Hi All:

Ok, problem solved. In the MODIS data set I was looking at, the Upper Left corner is assigned the index [0,0], with the X-axis increasing to the right, and the Y-axis increasing downwards. As Craig points out, Transform.pm nominally expects the [0,0] pixel to be at the lower left. So, either adjusting the FITS header, as Craig suggests, or using a splice

   $pdl->slice(':,-1:0')

to swap the rows (as Judd suggested) fixes the problem. Don't forget to do it again after the transform if you want to put [0,0] back at the Upper Left corner.

Thanks for all your help,
--greg



Craig DeForest wrote:
Yep, several standards exist, I think mostly because of the top-to-bottom scan that came to the fore with television receivers - Farnsworth chose a top-to-bottom scan for his prototype system, and (like Franklin before him with the sign convention for electric charge) forever consigned everyone to live with an unfortunate choice of sign. I still occasionally run across images that need to be vertically inverted, even in the solar physics community.

The FITS documentation (which seems to grow more complex yearly) specifies a pixel coordinate system that starts with a FORTRAN-ish (1,1) at the center of the lower left pixel of the image, so Transform, Graphics::PGPLOT, and Graphics::PLplot stick to that orientation (while preserving PDL's more sensible zero-based indexing). I think that PGPLOT contains an axis-direction option that lets you flip images over during display, because the sign problem is so widespread.
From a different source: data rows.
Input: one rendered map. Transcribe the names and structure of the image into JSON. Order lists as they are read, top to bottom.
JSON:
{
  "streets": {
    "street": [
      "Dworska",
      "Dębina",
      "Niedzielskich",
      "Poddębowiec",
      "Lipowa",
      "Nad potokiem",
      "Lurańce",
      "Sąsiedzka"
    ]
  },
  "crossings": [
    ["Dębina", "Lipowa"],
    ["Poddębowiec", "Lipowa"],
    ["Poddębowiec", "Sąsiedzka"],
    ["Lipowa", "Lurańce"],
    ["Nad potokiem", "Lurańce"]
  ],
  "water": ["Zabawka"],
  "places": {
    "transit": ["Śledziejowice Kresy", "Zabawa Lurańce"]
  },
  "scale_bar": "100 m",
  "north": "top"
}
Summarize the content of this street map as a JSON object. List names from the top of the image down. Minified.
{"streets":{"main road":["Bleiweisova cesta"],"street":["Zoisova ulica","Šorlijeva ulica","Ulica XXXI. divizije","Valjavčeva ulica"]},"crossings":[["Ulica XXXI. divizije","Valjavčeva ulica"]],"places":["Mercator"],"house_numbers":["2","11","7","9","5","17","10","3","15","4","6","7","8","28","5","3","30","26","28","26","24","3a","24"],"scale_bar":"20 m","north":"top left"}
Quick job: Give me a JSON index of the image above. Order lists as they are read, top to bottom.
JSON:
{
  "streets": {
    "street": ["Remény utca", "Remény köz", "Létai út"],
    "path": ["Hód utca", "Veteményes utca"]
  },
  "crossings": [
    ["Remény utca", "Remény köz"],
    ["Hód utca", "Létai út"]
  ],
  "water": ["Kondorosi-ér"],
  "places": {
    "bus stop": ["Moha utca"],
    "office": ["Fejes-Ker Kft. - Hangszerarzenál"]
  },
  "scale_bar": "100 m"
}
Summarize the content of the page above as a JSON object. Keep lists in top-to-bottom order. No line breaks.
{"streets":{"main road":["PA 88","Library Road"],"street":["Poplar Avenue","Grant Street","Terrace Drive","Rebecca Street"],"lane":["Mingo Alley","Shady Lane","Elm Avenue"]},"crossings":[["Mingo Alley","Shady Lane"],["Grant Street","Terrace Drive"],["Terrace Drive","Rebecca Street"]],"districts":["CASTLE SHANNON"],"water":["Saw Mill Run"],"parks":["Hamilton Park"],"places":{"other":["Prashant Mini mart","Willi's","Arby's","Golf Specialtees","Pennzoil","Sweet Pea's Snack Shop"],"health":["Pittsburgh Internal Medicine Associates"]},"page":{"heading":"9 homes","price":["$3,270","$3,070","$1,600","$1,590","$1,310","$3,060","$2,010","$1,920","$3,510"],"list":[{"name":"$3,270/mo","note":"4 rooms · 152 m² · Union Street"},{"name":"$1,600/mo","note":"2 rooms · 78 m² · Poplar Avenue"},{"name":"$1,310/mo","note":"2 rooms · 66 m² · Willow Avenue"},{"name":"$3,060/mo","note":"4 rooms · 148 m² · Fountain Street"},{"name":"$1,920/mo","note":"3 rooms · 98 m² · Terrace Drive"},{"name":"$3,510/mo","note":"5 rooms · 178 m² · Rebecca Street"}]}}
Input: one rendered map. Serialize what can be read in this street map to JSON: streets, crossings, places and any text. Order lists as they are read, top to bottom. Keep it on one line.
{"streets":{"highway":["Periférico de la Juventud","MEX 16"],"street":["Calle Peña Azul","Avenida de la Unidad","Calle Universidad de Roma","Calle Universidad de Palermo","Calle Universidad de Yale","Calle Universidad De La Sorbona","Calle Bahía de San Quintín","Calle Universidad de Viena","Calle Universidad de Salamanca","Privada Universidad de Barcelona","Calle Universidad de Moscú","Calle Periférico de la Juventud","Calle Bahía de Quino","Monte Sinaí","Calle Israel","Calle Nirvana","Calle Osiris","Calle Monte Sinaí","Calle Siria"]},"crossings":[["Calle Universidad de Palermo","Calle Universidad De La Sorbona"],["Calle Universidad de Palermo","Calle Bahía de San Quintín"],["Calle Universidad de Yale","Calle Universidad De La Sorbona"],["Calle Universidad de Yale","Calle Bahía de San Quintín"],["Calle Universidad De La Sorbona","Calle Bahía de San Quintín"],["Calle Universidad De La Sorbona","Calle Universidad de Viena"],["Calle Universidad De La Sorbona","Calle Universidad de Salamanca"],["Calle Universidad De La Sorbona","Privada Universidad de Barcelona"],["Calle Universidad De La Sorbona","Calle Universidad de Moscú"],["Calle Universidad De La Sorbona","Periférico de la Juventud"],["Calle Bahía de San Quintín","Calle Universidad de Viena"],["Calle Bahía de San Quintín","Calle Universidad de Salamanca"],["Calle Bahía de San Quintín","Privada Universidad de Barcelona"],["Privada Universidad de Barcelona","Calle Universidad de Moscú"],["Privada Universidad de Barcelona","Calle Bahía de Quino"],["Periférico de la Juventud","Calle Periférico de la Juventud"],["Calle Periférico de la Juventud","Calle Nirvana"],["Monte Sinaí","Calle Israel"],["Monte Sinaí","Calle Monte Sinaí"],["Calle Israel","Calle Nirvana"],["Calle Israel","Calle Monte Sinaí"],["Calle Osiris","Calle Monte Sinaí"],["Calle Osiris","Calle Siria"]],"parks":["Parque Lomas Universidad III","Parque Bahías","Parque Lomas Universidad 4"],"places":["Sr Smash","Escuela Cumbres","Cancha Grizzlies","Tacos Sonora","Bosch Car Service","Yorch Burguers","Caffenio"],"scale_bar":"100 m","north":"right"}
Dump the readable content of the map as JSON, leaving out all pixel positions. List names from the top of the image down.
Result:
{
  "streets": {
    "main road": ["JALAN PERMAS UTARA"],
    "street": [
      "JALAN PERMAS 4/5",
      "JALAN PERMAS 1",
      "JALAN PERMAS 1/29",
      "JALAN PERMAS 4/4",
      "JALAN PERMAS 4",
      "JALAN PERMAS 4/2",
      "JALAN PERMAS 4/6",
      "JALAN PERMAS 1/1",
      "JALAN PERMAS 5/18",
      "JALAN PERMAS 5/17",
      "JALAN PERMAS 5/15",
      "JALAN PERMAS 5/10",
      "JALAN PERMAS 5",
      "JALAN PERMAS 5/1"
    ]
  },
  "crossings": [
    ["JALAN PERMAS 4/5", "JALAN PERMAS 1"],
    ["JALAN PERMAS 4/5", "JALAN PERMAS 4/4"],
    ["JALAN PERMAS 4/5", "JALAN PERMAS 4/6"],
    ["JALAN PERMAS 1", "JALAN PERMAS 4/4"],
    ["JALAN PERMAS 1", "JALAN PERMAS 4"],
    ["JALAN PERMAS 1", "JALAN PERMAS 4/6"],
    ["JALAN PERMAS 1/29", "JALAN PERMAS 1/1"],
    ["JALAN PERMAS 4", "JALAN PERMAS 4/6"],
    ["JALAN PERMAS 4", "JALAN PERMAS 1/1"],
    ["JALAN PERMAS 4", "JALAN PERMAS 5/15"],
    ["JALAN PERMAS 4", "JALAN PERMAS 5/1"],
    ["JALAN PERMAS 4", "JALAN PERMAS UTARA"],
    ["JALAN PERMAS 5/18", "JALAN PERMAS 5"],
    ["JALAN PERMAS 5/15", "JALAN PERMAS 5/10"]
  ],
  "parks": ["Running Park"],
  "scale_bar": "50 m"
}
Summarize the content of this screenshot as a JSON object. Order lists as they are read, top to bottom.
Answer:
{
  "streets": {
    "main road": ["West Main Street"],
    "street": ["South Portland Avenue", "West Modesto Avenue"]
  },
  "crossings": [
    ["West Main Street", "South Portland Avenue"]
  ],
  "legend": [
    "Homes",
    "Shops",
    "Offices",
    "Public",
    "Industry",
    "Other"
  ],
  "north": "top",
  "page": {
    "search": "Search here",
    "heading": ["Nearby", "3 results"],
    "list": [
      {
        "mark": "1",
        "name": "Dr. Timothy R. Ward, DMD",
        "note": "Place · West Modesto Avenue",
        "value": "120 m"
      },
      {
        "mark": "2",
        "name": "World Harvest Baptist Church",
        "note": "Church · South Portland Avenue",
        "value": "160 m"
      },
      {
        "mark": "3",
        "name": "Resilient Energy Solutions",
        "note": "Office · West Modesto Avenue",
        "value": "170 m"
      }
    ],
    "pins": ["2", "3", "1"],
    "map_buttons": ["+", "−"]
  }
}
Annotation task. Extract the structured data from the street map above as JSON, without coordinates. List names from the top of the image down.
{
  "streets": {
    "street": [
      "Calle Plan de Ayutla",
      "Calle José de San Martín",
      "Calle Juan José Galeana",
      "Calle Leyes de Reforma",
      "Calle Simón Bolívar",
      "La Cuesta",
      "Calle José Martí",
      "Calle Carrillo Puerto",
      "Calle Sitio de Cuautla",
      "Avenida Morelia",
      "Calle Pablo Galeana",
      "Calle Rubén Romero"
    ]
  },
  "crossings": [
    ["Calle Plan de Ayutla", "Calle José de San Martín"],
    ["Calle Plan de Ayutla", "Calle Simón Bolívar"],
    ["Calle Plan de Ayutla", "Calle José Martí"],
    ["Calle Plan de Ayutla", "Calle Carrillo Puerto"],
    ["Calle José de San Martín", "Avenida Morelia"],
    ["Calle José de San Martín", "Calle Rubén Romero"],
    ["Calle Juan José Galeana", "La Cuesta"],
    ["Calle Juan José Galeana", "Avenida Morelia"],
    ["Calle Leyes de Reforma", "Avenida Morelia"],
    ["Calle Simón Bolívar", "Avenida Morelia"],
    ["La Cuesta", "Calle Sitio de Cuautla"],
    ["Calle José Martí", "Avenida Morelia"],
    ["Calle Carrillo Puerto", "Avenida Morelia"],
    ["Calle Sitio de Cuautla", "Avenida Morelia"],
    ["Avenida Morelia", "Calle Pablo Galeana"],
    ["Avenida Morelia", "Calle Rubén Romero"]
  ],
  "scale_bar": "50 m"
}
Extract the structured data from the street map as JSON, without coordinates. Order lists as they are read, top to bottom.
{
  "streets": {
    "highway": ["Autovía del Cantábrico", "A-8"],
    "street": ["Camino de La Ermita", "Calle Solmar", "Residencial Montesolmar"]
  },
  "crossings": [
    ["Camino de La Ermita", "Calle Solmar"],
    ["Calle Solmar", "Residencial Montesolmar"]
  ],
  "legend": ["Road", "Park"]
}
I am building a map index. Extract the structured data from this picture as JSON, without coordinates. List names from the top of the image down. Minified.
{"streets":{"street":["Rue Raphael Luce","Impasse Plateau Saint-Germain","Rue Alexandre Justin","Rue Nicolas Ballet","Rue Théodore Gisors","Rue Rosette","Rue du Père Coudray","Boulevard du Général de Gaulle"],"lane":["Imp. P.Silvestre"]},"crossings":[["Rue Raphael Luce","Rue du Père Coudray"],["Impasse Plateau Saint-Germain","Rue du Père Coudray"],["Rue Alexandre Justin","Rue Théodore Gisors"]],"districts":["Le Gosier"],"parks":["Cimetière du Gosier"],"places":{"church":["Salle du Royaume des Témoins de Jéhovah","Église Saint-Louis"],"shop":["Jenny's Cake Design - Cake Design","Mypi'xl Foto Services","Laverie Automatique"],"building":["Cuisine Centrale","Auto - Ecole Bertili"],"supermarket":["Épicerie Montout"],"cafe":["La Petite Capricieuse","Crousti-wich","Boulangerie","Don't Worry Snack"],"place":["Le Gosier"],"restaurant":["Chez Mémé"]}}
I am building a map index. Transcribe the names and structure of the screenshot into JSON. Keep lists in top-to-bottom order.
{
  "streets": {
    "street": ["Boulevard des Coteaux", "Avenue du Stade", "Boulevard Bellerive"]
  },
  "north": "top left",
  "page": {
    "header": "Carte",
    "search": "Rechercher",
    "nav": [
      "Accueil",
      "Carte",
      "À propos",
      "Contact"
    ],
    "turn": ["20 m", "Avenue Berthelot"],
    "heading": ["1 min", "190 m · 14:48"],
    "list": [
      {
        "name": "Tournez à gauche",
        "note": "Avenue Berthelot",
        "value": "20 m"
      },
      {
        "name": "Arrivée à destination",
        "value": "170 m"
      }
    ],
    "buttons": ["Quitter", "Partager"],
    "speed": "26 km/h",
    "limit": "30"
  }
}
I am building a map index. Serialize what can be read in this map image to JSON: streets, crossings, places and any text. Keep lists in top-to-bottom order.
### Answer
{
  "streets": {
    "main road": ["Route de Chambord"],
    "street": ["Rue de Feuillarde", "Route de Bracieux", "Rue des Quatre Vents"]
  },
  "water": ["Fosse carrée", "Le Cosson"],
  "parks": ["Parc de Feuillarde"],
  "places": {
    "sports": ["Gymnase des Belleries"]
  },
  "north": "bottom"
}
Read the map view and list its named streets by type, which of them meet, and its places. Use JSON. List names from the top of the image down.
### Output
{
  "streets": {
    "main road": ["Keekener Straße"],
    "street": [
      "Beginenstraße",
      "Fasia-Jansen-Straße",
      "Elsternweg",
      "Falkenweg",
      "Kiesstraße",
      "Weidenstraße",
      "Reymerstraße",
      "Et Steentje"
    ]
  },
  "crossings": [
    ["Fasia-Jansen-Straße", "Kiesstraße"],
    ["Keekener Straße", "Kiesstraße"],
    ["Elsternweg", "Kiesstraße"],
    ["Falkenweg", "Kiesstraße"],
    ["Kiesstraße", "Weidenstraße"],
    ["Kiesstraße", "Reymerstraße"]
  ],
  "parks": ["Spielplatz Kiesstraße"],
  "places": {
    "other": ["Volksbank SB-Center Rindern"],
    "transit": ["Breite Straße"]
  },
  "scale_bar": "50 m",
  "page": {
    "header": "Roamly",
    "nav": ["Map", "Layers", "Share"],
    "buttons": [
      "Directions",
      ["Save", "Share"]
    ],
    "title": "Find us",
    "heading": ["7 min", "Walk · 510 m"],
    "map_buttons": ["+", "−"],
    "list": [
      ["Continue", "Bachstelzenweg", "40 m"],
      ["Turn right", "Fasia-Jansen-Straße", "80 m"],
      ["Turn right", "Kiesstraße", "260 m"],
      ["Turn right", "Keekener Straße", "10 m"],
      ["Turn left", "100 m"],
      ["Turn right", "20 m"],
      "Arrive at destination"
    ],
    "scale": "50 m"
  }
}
Basically, anything with FITS-like headers is implicitly working in the FITS pixel coordinate system, so if you are using top left as the origin, I strongly urge converting to bottom left in your FITS headers -- that is as simple as using a large CRPIX2 and a negative CDELT2, rather than a small CRPIX2 and a positive CDELT2. (remember that CRPIX1/CRPIX2 are the location of a datum in the FITS pixel coordinate system, which relates to array indices in a simple way; CRVAL1/CRVAL2 are the location of that datum in the scientific coordinate system; and CDELT1/CDELT2/CROTA (or the more modern matrix-element tags) relate the scale and orientation of the coordinate systems relative to the datum.)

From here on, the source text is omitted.